• _EXERCISE OBJECTIVE_
Give back only the lines in the records below from the one with "M63,98H83L84,123L81,141L61,138L66,110Z" to the one with "M130,98L152,203L188,346L227,480L270,591L282,619", both inclusive, word for word.

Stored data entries
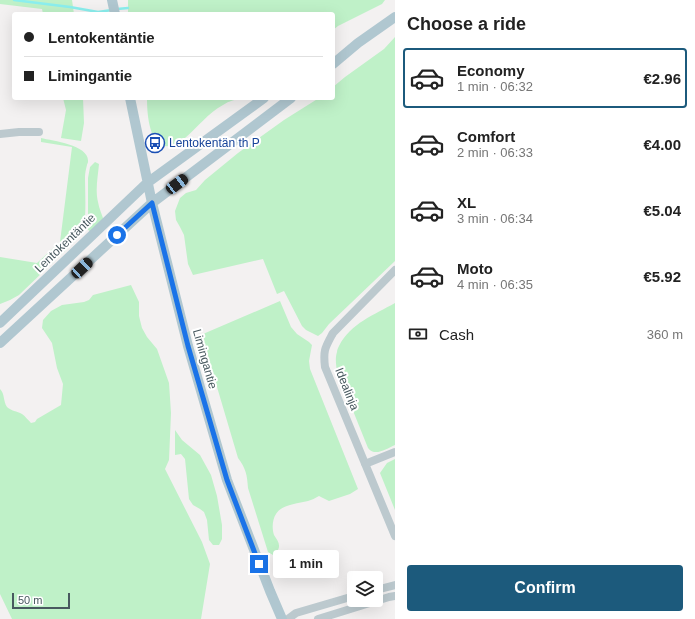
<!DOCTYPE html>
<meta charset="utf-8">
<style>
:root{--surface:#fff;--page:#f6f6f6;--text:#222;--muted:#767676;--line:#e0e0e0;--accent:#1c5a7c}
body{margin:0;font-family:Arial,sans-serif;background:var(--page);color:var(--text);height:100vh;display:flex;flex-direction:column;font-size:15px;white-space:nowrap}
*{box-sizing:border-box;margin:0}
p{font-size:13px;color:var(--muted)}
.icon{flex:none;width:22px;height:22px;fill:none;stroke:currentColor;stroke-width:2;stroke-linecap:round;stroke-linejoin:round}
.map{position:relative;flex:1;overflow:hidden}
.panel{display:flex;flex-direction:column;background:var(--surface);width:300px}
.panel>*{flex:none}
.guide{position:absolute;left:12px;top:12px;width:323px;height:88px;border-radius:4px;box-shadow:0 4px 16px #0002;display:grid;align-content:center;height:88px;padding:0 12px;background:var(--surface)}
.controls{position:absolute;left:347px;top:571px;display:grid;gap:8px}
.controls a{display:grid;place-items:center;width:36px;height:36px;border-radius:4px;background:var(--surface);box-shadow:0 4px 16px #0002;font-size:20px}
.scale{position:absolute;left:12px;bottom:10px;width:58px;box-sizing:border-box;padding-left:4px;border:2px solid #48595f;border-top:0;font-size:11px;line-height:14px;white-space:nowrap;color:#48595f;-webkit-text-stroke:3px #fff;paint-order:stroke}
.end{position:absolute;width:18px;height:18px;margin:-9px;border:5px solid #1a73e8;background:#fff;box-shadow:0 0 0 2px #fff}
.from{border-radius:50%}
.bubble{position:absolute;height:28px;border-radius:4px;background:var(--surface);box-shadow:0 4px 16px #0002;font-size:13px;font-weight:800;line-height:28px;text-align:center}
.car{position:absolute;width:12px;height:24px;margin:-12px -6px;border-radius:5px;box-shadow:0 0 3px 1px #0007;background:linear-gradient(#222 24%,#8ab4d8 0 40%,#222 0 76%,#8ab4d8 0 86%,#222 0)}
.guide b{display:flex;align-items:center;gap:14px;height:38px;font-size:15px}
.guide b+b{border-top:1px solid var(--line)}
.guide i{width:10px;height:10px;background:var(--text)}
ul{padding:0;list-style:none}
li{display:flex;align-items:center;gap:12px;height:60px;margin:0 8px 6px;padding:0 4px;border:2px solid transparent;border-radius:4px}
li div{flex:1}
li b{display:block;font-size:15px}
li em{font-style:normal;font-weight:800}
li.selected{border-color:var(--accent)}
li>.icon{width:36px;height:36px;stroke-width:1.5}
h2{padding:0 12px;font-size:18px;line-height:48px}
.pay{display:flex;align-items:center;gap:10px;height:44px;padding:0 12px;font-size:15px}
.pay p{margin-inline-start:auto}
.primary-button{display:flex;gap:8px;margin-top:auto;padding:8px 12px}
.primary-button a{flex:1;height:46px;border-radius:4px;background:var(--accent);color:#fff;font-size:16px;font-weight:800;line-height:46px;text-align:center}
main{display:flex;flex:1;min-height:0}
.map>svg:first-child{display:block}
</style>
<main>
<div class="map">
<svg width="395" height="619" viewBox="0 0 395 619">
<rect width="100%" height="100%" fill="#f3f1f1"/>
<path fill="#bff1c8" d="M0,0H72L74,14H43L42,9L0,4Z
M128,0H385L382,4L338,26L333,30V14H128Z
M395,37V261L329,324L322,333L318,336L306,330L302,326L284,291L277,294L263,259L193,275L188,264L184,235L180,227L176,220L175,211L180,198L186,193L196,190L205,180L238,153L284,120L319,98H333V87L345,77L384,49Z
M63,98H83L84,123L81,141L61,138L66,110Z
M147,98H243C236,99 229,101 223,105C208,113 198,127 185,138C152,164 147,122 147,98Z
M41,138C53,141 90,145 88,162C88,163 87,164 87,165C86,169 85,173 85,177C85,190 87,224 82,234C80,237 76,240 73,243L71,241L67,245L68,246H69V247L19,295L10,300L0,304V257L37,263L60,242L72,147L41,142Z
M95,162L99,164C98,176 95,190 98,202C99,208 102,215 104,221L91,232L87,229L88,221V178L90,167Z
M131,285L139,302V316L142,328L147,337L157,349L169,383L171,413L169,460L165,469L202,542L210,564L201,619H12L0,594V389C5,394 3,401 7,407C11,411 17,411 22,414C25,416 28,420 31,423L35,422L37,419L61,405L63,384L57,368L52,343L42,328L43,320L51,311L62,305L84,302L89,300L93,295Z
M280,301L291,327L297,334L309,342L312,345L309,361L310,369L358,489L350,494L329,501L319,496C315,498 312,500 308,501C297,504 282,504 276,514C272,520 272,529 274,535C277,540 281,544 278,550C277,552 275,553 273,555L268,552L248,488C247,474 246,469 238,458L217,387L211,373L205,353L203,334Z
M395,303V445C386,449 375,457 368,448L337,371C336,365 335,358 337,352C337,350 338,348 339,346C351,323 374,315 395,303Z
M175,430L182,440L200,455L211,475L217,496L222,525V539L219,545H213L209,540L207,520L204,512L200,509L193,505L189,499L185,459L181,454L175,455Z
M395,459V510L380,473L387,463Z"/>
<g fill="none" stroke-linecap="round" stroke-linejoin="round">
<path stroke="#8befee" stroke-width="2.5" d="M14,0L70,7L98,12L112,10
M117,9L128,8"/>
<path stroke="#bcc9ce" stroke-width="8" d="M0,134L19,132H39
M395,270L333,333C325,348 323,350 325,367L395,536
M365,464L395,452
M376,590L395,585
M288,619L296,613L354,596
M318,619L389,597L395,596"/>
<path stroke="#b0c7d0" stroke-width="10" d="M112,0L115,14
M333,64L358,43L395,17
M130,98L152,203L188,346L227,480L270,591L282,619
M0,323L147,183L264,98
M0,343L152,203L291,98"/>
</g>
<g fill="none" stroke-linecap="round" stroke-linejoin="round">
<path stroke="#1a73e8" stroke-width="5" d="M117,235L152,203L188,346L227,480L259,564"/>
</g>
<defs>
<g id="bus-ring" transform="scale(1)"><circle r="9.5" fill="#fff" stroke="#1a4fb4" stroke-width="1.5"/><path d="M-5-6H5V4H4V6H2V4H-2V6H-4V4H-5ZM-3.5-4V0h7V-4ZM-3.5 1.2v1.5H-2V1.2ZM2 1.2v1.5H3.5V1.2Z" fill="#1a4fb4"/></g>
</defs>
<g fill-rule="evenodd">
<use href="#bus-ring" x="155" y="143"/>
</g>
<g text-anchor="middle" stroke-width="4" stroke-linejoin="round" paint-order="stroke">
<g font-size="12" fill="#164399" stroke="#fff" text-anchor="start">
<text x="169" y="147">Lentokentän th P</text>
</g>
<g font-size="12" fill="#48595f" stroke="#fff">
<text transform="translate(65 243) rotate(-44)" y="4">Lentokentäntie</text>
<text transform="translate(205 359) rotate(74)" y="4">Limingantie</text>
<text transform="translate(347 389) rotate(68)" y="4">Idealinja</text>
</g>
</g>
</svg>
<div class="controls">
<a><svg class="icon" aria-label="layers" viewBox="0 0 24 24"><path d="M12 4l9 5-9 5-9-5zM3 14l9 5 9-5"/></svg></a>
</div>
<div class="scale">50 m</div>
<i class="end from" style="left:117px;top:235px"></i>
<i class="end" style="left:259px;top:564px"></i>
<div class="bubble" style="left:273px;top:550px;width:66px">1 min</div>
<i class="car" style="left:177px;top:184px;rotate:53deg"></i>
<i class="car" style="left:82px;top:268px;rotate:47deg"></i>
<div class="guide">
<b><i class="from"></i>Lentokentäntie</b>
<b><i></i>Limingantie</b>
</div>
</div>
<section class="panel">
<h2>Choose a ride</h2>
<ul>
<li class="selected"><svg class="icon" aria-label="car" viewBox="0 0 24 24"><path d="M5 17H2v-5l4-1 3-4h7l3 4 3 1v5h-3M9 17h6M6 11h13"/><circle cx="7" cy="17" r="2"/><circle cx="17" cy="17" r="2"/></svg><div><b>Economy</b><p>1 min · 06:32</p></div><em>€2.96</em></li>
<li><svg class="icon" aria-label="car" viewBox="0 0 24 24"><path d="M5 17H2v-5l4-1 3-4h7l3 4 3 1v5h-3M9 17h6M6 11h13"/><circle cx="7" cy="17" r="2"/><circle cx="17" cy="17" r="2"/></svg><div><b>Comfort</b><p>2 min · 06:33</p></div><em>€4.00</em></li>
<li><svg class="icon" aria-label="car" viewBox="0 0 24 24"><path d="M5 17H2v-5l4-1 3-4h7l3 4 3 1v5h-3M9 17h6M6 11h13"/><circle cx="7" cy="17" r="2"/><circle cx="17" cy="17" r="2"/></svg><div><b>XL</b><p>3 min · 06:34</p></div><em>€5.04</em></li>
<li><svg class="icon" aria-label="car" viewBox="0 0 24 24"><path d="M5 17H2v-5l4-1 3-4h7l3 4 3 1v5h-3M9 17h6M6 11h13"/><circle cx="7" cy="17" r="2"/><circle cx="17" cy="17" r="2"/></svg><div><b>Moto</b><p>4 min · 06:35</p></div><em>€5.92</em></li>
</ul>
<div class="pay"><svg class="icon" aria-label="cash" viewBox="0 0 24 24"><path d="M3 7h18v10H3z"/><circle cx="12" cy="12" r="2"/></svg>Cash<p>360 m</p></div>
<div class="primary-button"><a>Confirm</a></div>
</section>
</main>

• _OUTPUT OF THE EXERCISE_
M63,98H83L84,123L81,141L61,138L66,110Z
M147,98H243C236,99 229,101 223,105C208,113 198,127 185,138C152,164 147,122 147,98Z
M41,138C53,141 90,145 88,162C88,163 87,164 87,165C86,169 85,173 85,177C85,190 87,224 82,234C80,237 76,240 73,243L71,241L67,245L68,246H69V247L19,295L10,300L0,304V257L37,263L60,242L72,147L41,142Z
M95,162L99,164C98,176 95,190 98,202C99,208 102,215 104,221L91,232L87,229L88,221V178L90,167Z
M131,285L139,302V316L142,328L147,337L157,349L169,383L171,413L169,460L165,469L202,542L210,564L201,619H12L0,594V389C5,394 3,401 7,407C11,411 17,411 22,414C25,416 28,420 31,423L35,422L37,419L61,405L63,384L57,368L52,343L42,328L43,320L51,311L62,305L84,302L89,300L93,295Z
M280,301L291,327L297,334L309,342L312,345L309,361L310,369L358,489L350,494L329,501L319,496C315,498 312,500 308,501C297,504 282,504 276,514C272,520 272,529 274,535C277,540 281,544 278,550C277,552 275,553 273,555L268,552L248,488C247,474 246,469 238,458L217,387L211,373L205,353L203,334Z
M395,303V445C386,449 375,457 368,448L337,371C336,365 335,358 337,352C337,350 338,348 339,346C351,323 374,315 395,303Z
M175,430L182,440L200,455L211,475L217,496L222,525V539L219,545H213L209,540L207,520L204,512L200,509L193,505L189,499L185,459L181,454L175,455Z
M395,459V510L380,473L387,463Z"/>
<g fill="none" stroke-linecap="round" stroke-linejoin="round">
<path stroke="#8befee" stroke-width="2.5" d="M14,0L70,7L98,12L112,10
M117,9L128,8"/>
<path stroke="#bcc9ce" stroke-width="8" d="M0,134L19,132H39
M395,270L333,333C325,348 323,350 325,367L395,536
M365,464L395,452
M376,590L395,585
M288,619L296,613L354,596
M318,619L389,597L395,596"/>
<path stroke="#b0c7d0" stroke-width="10" d="M112,0L115,14
M333,64L358,43L395,17
M130,98L152,203L188,346L227,480L270,591L282,619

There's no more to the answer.